Brexit worries for salmon exports
Lorry queues in Kent after Brexit could have “serious implications” for the Scottish salmon farming sector.
Tavish Scott, the new chief executive of the Scottish Salmon Producers Organisation (SSPO), said the carrier DFDS had done a “great job” of contingency planning but that worries remained: “We export hugely to France and the rest of the EU. It’s crucial that trade is seamless so a lorry park in Kent or delays on the other side of the Channel would have serious implications. Norway would be very happy to supply to the marketplace if Scotland can’t.
“Our product has to go at the right time because it’s perishable, so we need to get as much as possible out of the UK Government but we don’t know if there will be a deal or not so we don’t know how it will operate.

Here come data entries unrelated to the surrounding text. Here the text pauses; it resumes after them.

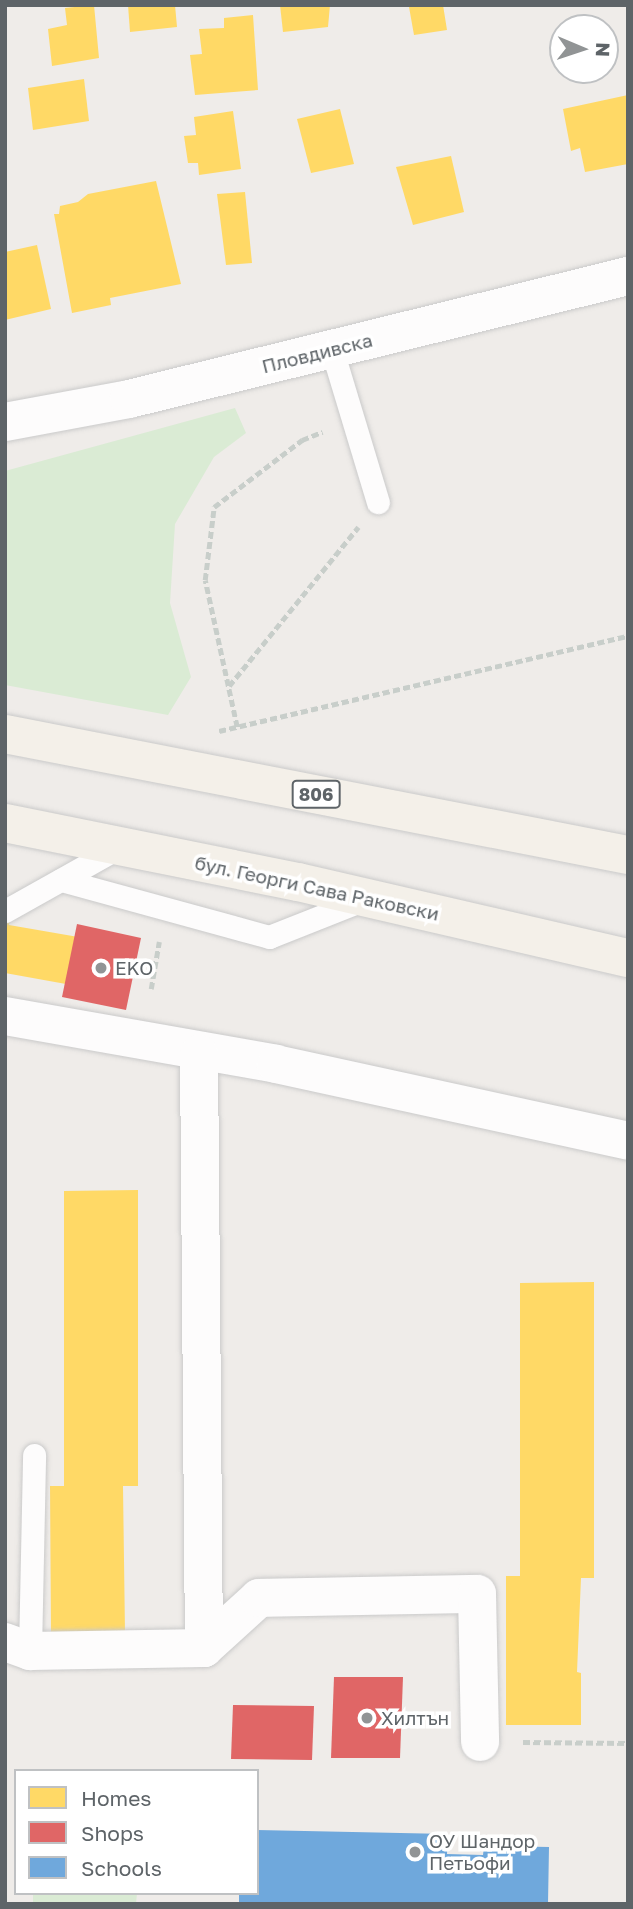 <!DOCTYPE html>
<meta charset="utf-8">
<style>
body{margin:0}
#map{position:relative;width:633px;height:1909px;overflow:hidden;background:#efece9;font-family:"Golos Text",sans-serif}
div>[style]{position:absolute}
[style*='--x']{left:calc(var(--x)*1px);top:calc(var(--y)*1px);width:calc(var(--w)*1px);rotate:calc(var(--a)*1deg)}
.green>*{inset:0;background:#daebd4}
.homes>*{inset:0;background:#ffd966}
.shops>*{inset:0;background:#e06666}
.schools>*{inset:0;background:#6fa8dc}
.path>*{height:4.5px;margin-top:-2.25px;transform-origin:0;background:repeating-linear-gradient(90deg,#c8ceca 0 7px,transparent 0 10.5px)}
.roads{filter:drop-shadow(0 0 2px #cacaca) drop-shadow(0 0 2px #cacaca)}
.service>*{height:23px;margin:-11.5px;padding:0 11.5px;transform-origin:11.5px;border-radius:11.5px;background:#fdfcfc}
.minor>*{height:38px;margin:-19px;padding:0 19px;transform-origin:19px;border-radius:19px;background:#fdfcfc}
.primary>*{height:38px;margin:-19px;padding:0 19px;transform-origin:19px;border-radius:19px;background:#f4f0e9}
.dots>*{width:19px;height:19px;translate:-50% -50%;box-sizing:border-box;border:4px solid #fff;border-radius:50%}
span{translate:-50% -50%;white-space:nowrap;text-align:center;line-height:1.15;-webkit-text-stroke:7px #fff;paint-order:stroke}
.shield-label span{padding:2px 5px;background:#fff;border:2px solid;border-radius:5px;-webkit-text-stroke-width:0}
.shield-label{font-size:18px;color:#5e6468;font-weight:700}
.street-label{font-size:19px;color:#5e6468}
.poi-label{font-size:19px;color:#5e6468}
.left{translate:0 -50%;text-align:left}
.frame{position:absolute;inset:0;border:7px solid #5e6468;pointer-events:none}
.legend{position:absolute;left:14px;top:1769px;width:245px;height:126px;box-sizing:border-box;background:#fff;border:2px solid #bfc1c3;margin:0;padding:9px 12px;list-style:none;font-size:21px;color:#5e6468}
.legend li{display:flex;align-items:center;gap:14px;height:35px}
.legend b{width:35px;border:2px solid #bfc1c3}
.north{position:absolute;left:549px;top:14px;width:70px;height:70px;box-sizing:border-box;background:#fff;border:2px solid #bfc1c3;border-radius:50%;rotate:92deg;font-size:19px;font-weight:700;line-height:28px;text-align:center;color:#5e6468}
.north::after{content:'';display:block;margin:auto;width:24px;height:32px;background:#919495;clip-path:polygon(50% 0,100% 100%,50% 72%,0 100%)}
</style>
<div id="map">
<div class="green">
<i style="clip-path:polygon(235px 408px,246px 433px,214px 457px,175px 524px,170px 603px,191px 677px,168px 715px,5px 685px,5px 471px)"></i>
<i style="clip-path:polygon(33px 1893px,137px 1893px,136px 1904px,33px 1904px)"></i>
</div>
<div class="homes">
<i style="clip-path:polygon(94px 5px,99px 58px,52px 66px,48px 29px,67px 25px,65px 8px)"></i>
<i style="clip-path:polygon(128px 5px,175px 5px,177px 27px,130px 32px)"></i>
<i style="clip-path:polygon(280px 5px,330px 5px,328px 27px,283px 32px)"></i>
<i style="clip-path:polygon(397px 5px,443px 5px,447px 30px,414px 35px,409px 7px)"></i>
<i style="clip-path:polygon(253px 15px,258px 90px,195px 95px,190px 55px,202px 54px,199px 29px,224px 28px,224px 18px)"></i>
<i style="clip-path:polygon(84px 79px,89px 121px,33px 130px,28px 88px)"></i>
<i style="clip-path:polygon(628px 95px,628px 164px,585px 172px,580px 148px,571px 151px,563px 109px)"></i>
<i style="clip-path:polygon(340px 109px,354px 164px,311px 173px,297px 119px)"></i>
<i style="clip-path:polygon(233px 111px,241px 169px,199px 175px,198px 163px,188px 163px,184px 136px,196px 135px,194px 117px)"></i>
<i style="clip-path:polygon(451px 156px,464px 212px,413px 225px,396px 167px)"></i>
<i style="clip-path:polygon(156px 181px,181px 284px,110px 298px,111px 305px,72px 313px,54px 214px,59px 214px,60px 206px,78px 202px,88px 194px)"></i>
<i style="clip-path:polygon(245px 192px,252px 263px,226px 265px,217px 194px)"></i>
<i style="clip-path:polygon(37px 245px,51px 309px,5px 320px,5px 252px)"></i>
<i style="clip-path:polygon(5px 897px,14px 899px,9px 925px,84px 938px,77px 986px,5px 973px)"></i>
<i style="clip-path:polygon(138px 1190px,138px 1486px,123px 1486px,125px 1633px,51px 1634px,50px 1486px,64px 1486px,64px 1191px)"></i>
<i style="clip-path:polygon(594px 1282px,594px 1578px,581px 1578px,577px 1672px,581px 1673px,581px 1725px,506px 1725px,506px 1576px,520px 1576px,520px 1283px)"></i>
</div>
<div class="shops">
<i style="clip-path:polygon(77px 924px,141px 938px,126px 1010px,62px 997px)"></i>
<i style="clip-path:polygon(334px 1677px,403px 1677px,400px 1758px,331px 1758px)"></i>
<i style="clip-path:polygon(233px 1705px,314px 1706px,312px 1760px,231px 1759px)"></i>
</div>
<div class="schools">
<i style="clip-path:polygon(257px 1830px,448px 1834px,447px 1854px,483px 1855px,484px 1846px,549px 1847px,548px 1904px,239px 1904px,239px 1893px,257px 1893px)"></i>
</div>
<div class="path">
<i style="--x:229;--y:686;--w:205;--a:-50.9"></i>
<i style="--x:237;--y:727;--w:150;--a:-102.3"></i>
<i style="--x:205;--y:580;--w:74;--a:-83"></i>
<i style="--x:214;--y:507;--w:111;--a:-37.3"></i>
<i style="--x:302;--y:440;--w:22;--a:-22"></i>
<i style="--x:219;--y:731;--w:420;--a:-13.1"></i>
<i style="--x:151;--y:989;--w:48;--a:-80.3"></i>
<i style="--x:523;--y:1742;--w:105;--a:0.5"></i>
</div>
<div class="roads">
<div class="service">
<i style="--x:332;--y:350;--w:159;--a:73.2"></i>
<i style="--x:61;--y:880;--w:216;--a:15.3"></i>
<i style="--x:269;--y:937;--w:103;--a:-21.6"></i>
<i style="--x:5;--y:911;--w:133;--a:-29.3"></i>
<i style="--x:30;--y:1651;--w:196;--a:-88.8"></i>
</div>
<div class="minor">
<i style="--x:5;--y:422;--w:126;--a:-10.5"></i>
<i style="--x:129;--y:399;--w:514;--a:-13.85"></i>
<i style="--x:5;--y:1016;--w:275;--a:10"></i>
<i style="--x:276;--y:1064;--w:360;--a:12.3"></i>
<i style="--x:199;--y:1054;--w:594;--a:89.52"></i>
<i style="--x:5;--y:1642;--w:27;--a:20"></i>
<i style="--x:30;--y:1651;--w:174;--a:-1"></i>
<i style="--x:204;--y:1648;--w:74;--a:-42.3"></i>
<i style="--x:259;--y:1598;--w:218;--a:-1.1"></i>
<i style="--x:477;--y:1594;--w:148;--a:88.8"></i>
</div>
<div class="primary">
<i style="--x:5;--y:734;--w:635;--a:10.99"></i>
<i style="--x:5;--y:823;--w:299;--a:11.4"></i>
<i style="--x:298;--y:882;--w:339;--a:13"></i>
</div>
</div>
<div class="dots">
<i style="left:101px;top:968px;background:#919495"></i>
<i style="left:367px;top:1718px;background:#919495"></i>
<i style="left:415px;top:1852px;background:#919495"></i>
</div>
<div class="shield-label">
<span style="left:316px;top:794px">806</span>
</div>
<div class="street-label">
<span style="left:317px;top:353px;rotate:-14deg">Пловдивска</span>
<span style="left:317px;top:888px;rotate:12deg">бул. Георги Сава Раковски</span>
</div>
<div class="poi-label">
<span class="left" style="left:115px;top:968px">EKO</span>
<span class="left" style="left:381px;top:1718px">Хилтън</span>
<span class="left" style="left:429px;top:1852px">ОУ Шандор<br>Петьофи</span>
</div>
<div class="frame"></div>
<ul class="legend">
<li><b style="height:19px;background:#ffd966"></b>Homes</li>
<li><b style="height:19px;background:#e06666"></b>Shops</li>
<li><b style="height:19px;background:#6fa8dc"></b>Schools</li>
</ul>
<div class="north">N</div>
</div>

“So there’s big concern from farms and the workforce but more than that, it’s the longer term: what does this mean for trade and the ability to market this product to Europe and further afield?”
He was speaking at a Holyrood fringe event at the SNP conference, sponsored by the SSPO and also addressed by Fergus Ewing, cabinet secretary for the rural economy and connectivity.
Ewing said a no-deal Brexit would be “catastrophic” but was worried that even if there were a deal that non-tariff barriers could be catastrophic.
He also highlighted the implications of losing freedom of movement for the aquaculture sector. “In marine science, they are probably as international a cohort as you could meet.”
Commenting on the UK Government’s promises on excluding EU fishermen from British waters, he said: “I think those who said Johnny Foreigner is going to be excluded from our waters, it was always a foolish promise and at the end of this week we will see how foolish it was.”
The Scottish Government is seeking £62m from the UK Government as replacement funding for the cash it would have received from the EU’s European and Maritime Fisheries Fund. Ewing said: “There is talk of having a UK Shared Prosperity Fund but all we know is what it is going to be called.”
Scottish salmon is the UK’s biggest food export and was described by Ewing as “extremely important” to the economy.
He said: “I am hard pressed to think of any sector that has invested more [in recent years]. In aquaculture we have seen some of the biggest investment sustaining jobs in rural areas.”
He described salmon-farming as “the industry of the periphery, of the edge,” highlighting the role it plays in remote and rural communities in Shetland, the Hebrides and Skye, among other places, particularly in giving job chances to young people. He added: “These are places that are often associated with lack of opportunity.”
Scott added that the average salary in the sector was £37,000 and that it was important in the central belt of Scotland as well as in rural areas, highlighting the employment provided by the salmon distribution centre in Larkhall.
However, the sector has faced persistent controversy in recent years over issues such as fish mortality and sea lice. In 2018, the rural economy and connectivity committee of the Scottish Parliament published a raft of recommendations and requirements for salmon farming.
Scott said that it had done work to address those issues since, the latest phase of which is publication of its Sustainability Charter, aimed at making the sector net zero by 2045. As for criticism of salmon farming, he drew a distinction between what he called “proper discussion” of the issues and the criticisms of those who were “implacably opposed to our sector, adding: “We must confront the arguments where they lack fact.”
Ewing said it was important to listen to “informed criticism”. Listing Scottish Government action, he said the Scottish Government was tightening up regulation about sea lice, tightening up regulation about wrasse, banning the shooting of seals as from February 1 and carrying out research on the impact of acoustic deterrents.
He noted that Norway had eight times the tonnage of salmon as Scotland wanted to quadruple it. “In Norway they are talking about fish as the new oil.
“We want to be at the sharp end of innovation but also the high end of environmental standards.”